[Prompt]
Copy each line of the entries beneath that contains the word "turn".

[Collected data entries]
——

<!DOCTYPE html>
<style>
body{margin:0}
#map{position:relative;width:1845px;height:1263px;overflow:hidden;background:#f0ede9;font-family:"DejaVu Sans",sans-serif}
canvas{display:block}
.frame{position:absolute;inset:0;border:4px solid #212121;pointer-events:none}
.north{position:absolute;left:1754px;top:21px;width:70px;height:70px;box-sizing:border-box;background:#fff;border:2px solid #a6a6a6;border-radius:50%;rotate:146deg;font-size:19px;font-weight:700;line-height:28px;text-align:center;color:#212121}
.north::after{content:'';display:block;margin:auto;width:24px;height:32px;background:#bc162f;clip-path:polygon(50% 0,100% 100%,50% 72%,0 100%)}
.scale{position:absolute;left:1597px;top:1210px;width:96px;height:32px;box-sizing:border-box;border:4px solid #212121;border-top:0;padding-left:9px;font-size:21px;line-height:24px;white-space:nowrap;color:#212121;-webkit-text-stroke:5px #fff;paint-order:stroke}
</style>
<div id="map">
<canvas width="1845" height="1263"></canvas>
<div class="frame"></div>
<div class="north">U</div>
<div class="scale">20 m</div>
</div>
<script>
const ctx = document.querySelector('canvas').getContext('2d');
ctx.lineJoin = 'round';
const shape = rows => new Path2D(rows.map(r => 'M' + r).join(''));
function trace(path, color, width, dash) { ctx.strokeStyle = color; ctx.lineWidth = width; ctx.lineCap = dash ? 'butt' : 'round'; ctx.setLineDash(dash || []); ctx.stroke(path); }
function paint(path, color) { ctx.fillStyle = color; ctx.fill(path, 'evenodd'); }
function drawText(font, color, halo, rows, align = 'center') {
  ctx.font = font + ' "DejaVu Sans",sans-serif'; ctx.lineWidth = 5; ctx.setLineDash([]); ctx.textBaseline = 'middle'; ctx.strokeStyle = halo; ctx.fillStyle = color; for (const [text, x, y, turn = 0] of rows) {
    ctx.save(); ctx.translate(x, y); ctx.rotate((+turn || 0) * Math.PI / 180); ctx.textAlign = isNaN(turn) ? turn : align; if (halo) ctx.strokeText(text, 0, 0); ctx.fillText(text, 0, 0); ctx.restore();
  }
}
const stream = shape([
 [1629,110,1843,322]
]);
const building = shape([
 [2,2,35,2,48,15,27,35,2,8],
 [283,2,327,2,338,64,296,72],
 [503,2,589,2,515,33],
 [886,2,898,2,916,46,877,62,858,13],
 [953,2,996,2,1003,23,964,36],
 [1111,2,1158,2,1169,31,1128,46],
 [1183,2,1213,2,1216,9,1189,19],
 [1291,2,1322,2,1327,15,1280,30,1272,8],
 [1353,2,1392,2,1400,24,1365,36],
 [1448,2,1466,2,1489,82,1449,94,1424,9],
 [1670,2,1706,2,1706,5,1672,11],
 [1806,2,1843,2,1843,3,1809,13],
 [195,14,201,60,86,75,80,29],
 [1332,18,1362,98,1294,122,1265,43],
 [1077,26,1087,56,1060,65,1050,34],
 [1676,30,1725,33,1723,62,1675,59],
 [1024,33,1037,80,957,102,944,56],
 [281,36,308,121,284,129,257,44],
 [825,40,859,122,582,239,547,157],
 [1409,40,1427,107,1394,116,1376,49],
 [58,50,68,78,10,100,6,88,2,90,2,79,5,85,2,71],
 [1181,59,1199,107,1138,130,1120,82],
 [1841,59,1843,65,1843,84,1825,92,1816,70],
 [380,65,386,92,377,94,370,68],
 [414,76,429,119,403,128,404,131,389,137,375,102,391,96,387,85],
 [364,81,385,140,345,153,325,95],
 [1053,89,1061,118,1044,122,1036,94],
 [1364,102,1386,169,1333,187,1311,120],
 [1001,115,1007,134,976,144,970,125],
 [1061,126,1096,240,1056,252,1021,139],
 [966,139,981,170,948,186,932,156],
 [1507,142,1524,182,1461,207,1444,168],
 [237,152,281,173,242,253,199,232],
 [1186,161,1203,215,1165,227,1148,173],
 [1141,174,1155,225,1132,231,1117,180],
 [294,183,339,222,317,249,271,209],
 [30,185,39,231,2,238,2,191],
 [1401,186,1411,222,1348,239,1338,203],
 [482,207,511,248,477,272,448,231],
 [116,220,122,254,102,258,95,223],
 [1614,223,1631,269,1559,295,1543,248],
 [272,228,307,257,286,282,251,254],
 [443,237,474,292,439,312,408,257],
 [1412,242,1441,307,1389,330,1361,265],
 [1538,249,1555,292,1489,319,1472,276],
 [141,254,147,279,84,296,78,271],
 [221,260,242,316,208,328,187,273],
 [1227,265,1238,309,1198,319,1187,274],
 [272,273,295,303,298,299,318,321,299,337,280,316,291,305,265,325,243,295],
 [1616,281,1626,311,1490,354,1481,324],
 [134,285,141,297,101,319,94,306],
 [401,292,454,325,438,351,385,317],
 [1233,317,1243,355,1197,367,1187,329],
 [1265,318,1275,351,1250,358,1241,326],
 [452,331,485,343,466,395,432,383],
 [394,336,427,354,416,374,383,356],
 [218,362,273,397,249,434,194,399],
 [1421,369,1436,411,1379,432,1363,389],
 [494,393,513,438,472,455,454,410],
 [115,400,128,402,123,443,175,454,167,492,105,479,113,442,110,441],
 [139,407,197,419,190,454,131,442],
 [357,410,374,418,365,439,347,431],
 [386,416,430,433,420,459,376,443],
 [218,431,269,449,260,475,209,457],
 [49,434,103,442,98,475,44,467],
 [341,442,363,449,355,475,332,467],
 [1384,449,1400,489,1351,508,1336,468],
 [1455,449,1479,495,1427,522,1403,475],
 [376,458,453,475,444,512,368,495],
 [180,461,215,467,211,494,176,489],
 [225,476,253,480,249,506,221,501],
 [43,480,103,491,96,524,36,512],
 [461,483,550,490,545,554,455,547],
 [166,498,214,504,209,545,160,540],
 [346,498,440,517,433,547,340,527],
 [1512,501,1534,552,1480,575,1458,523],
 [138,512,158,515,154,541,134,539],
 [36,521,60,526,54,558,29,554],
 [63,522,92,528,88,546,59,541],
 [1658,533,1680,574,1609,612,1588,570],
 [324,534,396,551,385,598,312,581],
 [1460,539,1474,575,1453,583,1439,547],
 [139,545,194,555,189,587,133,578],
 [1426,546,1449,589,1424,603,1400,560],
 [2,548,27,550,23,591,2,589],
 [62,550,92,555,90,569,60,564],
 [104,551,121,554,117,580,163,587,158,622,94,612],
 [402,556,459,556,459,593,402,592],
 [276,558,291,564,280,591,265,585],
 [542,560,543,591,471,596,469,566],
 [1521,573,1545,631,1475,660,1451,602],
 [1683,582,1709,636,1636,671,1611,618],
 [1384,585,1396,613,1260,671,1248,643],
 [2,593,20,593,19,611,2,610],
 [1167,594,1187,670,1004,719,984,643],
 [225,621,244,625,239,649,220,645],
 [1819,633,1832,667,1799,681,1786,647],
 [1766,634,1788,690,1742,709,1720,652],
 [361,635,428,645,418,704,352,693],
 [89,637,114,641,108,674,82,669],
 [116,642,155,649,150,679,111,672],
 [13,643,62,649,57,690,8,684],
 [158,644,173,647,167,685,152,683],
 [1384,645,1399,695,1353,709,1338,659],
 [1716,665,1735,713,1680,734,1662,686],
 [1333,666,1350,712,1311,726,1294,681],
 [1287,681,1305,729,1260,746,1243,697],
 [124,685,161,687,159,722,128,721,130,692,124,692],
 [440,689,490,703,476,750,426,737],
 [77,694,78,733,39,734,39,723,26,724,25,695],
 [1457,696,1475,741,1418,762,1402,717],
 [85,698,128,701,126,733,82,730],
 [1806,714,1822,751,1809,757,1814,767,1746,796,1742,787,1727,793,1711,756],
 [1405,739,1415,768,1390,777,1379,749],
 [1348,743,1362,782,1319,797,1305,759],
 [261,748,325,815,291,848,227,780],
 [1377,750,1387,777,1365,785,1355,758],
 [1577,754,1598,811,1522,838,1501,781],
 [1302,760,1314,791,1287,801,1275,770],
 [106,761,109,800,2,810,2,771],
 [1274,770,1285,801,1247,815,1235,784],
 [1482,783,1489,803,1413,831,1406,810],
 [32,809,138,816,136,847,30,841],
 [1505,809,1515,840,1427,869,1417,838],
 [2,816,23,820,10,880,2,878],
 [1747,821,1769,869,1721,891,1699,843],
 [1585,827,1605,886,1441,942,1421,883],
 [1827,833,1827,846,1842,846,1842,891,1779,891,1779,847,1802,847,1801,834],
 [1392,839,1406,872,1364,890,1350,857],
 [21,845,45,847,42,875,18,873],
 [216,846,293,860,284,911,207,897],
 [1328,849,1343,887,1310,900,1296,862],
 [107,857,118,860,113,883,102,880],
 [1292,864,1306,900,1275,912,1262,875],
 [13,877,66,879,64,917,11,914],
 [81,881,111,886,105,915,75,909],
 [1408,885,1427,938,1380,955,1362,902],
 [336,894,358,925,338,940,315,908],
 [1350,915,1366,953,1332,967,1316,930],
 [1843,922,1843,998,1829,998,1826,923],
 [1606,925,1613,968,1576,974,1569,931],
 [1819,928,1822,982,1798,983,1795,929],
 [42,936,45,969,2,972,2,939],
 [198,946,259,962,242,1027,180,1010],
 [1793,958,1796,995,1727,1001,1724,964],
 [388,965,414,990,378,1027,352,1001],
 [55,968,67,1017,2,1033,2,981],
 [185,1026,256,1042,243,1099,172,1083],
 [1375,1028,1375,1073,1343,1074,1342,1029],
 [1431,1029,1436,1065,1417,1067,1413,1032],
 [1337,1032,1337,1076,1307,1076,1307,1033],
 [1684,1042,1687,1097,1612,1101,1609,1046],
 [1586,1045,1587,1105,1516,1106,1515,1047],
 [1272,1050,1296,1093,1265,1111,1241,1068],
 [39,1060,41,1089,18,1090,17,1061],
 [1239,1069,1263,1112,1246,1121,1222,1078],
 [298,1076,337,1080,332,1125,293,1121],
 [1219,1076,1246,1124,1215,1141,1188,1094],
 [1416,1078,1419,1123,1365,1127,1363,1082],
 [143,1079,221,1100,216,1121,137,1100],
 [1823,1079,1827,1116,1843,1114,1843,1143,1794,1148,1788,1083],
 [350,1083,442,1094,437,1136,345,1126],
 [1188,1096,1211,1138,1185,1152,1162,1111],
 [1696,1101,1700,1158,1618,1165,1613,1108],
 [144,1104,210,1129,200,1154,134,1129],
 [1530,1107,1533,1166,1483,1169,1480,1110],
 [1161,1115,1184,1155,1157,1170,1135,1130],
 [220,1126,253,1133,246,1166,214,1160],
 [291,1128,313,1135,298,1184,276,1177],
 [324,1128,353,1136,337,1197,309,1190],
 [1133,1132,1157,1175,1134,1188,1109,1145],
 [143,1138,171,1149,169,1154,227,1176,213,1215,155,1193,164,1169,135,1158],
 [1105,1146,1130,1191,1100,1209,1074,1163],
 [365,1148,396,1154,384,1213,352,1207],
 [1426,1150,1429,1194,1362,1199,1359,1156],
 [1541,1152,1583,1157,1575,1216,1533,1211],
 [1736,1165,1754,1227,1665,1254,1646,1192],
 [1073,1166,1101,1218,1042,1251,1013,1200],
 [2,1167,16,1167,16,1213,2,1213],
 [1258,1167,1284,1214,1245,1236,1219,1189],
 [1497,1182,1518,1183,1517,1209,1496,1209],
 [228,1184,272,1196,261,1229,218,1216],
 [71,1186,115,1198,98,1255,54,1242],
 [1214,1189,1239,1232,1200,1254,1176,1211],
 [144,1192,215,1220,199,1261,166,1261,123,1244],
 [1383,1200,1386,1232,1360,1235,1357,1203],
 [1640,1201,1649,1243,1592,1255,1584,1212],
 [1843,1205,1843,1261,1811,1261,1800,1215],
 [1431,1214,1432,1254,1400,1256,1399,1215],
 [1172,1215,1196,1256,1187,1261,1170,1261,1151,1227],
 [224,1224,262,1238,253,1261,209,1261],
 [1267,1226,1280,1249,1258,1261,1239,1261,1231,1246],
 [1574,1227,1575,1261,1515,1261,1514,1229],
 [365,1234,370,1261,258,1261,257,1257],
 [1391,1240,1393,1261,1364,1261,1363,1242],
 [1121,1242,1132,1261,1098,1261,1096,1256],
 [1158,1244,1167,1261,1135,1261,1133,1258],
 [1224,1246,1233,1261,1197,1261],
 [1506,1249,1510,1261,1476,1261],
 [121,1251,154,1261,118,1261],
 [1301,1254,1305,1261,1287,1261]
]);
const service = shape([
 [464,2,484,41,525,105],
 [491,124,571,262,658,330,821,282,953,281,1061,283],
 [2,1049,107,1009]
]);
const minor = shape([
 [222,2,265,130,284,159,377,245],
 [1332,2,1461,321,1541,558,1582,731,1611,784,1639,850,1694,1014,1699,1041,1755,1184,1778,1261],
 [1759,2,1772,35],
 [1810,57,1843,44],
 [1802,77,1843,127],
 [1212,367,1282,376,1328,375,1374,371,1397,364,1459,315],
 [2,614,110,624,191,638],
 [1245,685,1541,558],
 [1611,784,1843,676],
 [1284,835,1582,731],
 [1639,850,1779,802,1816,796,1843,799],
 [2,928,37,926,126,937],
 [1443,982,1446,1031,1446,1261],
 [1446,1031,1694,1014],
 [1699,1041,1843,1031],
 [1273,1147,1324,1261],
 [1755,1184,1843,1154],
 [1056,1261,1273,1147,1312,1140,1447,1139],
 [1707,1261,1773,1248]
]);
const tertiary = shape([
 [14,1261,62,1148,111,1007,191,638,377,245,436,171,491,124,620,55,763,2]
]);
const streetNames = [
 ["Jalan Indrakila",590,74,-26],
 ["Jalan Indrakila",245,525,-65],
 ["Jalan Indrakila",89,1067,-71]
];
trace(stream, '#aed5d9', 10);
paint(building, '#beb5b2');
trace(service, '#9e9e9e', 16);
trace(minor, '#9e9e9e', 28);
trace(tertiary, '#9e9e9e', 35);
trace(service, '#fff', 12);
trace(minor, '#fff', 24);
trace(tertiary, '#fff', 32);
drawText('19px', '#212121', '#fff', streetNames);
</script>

——

[Result]
  ctx.font = font + ' "DejaVu Sans",sans-serif'; ctx.lineWidth = 5; ctx.setLineDash([]); ctx.textBaseline = 'middle'; ctx.strokeStyle = halo; ctx.fillStyle = color; for (const [text, x, y, turn = 0] of rows) {
    ctx.save(); ctx.translate(x, y); ctx.rotate((+turn || 0) * Math.PI / 180); ctx.textAlign = isNaN(turn) ? turn : align; if (halo) ctx.strokeText(text, 0, 0); ctx.fillText(text, 0, 0); ctx.restore();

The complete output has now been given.